▶ Material shown:
[Start of section]
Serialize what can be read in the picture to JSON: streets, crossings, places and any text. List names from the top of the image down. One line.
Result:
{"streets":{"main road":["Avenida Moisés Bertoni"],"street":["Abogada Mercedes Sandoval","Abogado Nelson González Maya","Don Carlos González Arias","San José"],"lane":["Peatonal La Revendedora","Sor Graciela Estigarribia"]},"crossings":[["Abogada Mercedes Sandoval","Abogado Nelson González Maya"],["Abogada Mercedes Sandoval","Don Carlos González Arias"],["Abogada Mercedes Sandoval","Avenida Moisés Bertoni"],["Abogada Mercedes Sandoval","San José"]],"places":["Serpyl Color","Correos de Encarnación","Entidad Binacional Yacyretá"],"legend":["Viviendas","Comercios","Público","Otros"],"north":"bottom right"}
[End of section]
[Start of section]
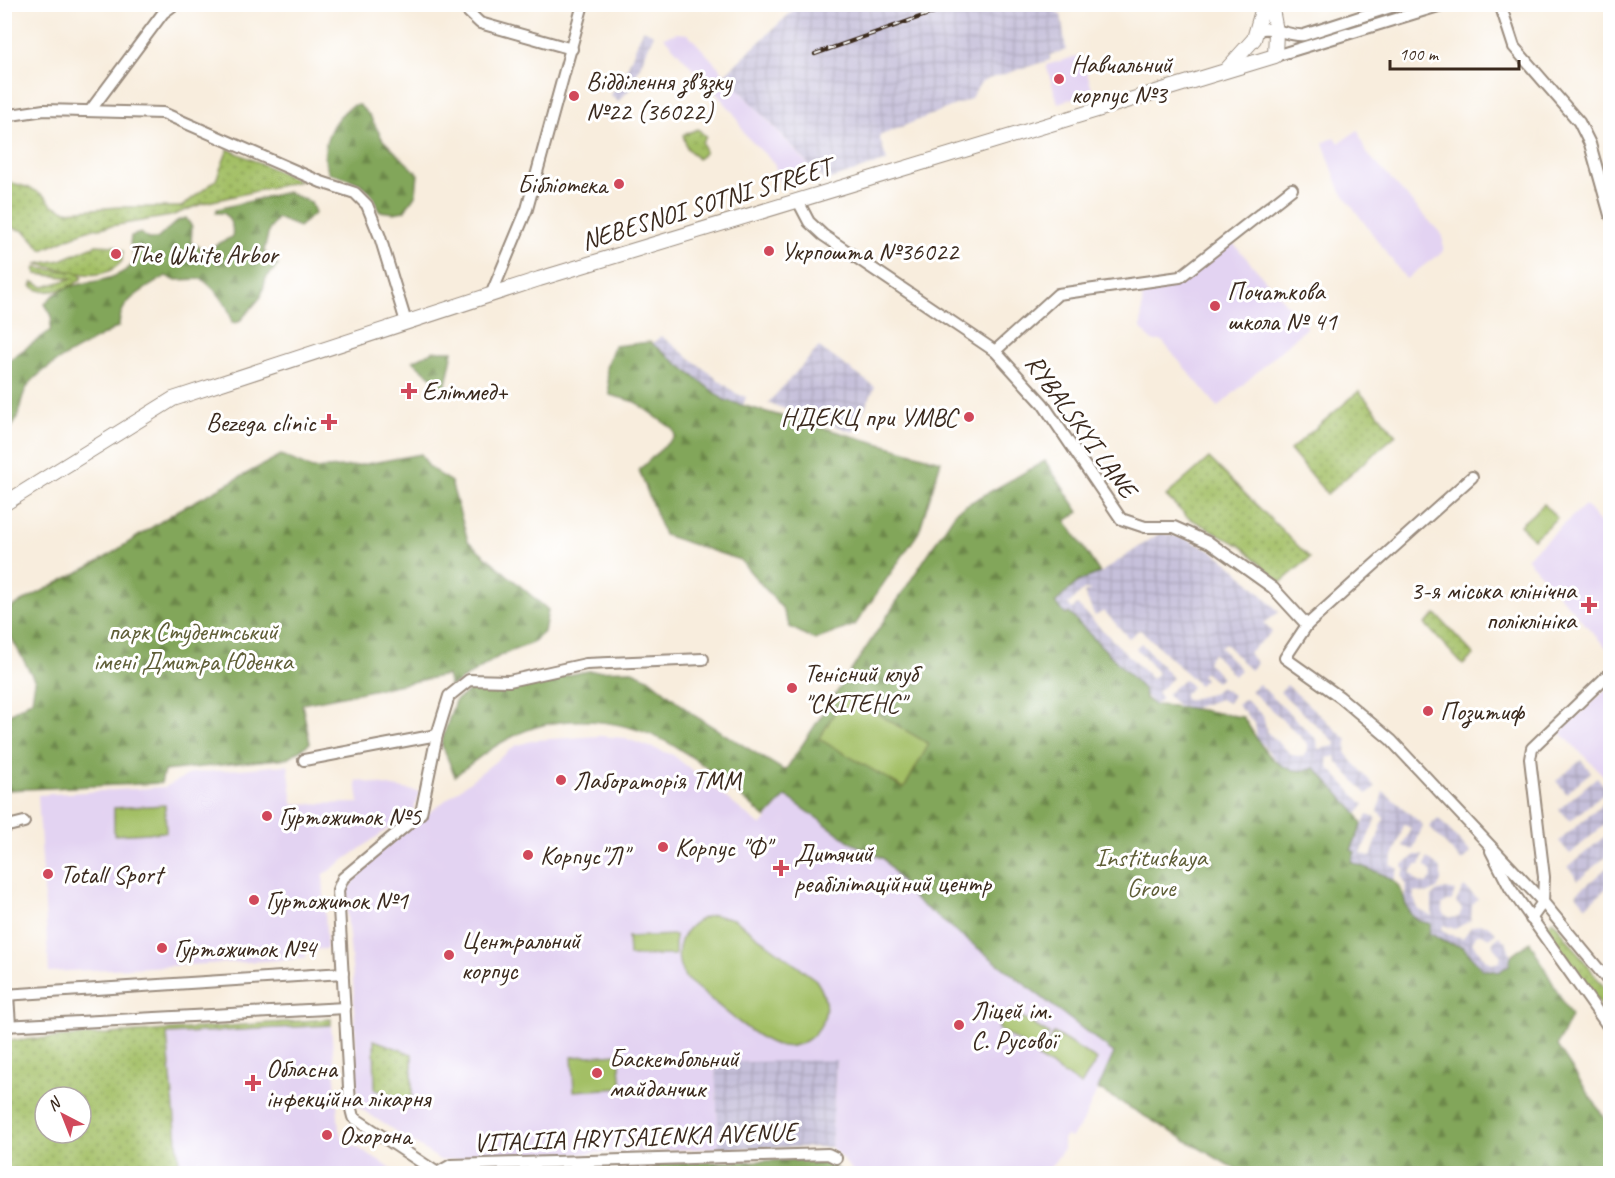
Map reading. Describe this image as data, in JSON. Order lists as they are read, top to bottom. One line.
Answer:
[End of section]
▶ What is needed: Copy each line of the entries that includes the word "read".

▶ Result below:
Serialize what can be read in the picture to JSON: streets, crossings, places and any text. List names from the top of the image down. One line.
Map reading. Describe this image as data, in JSON. Order lists as they are read, top to bottom. One line.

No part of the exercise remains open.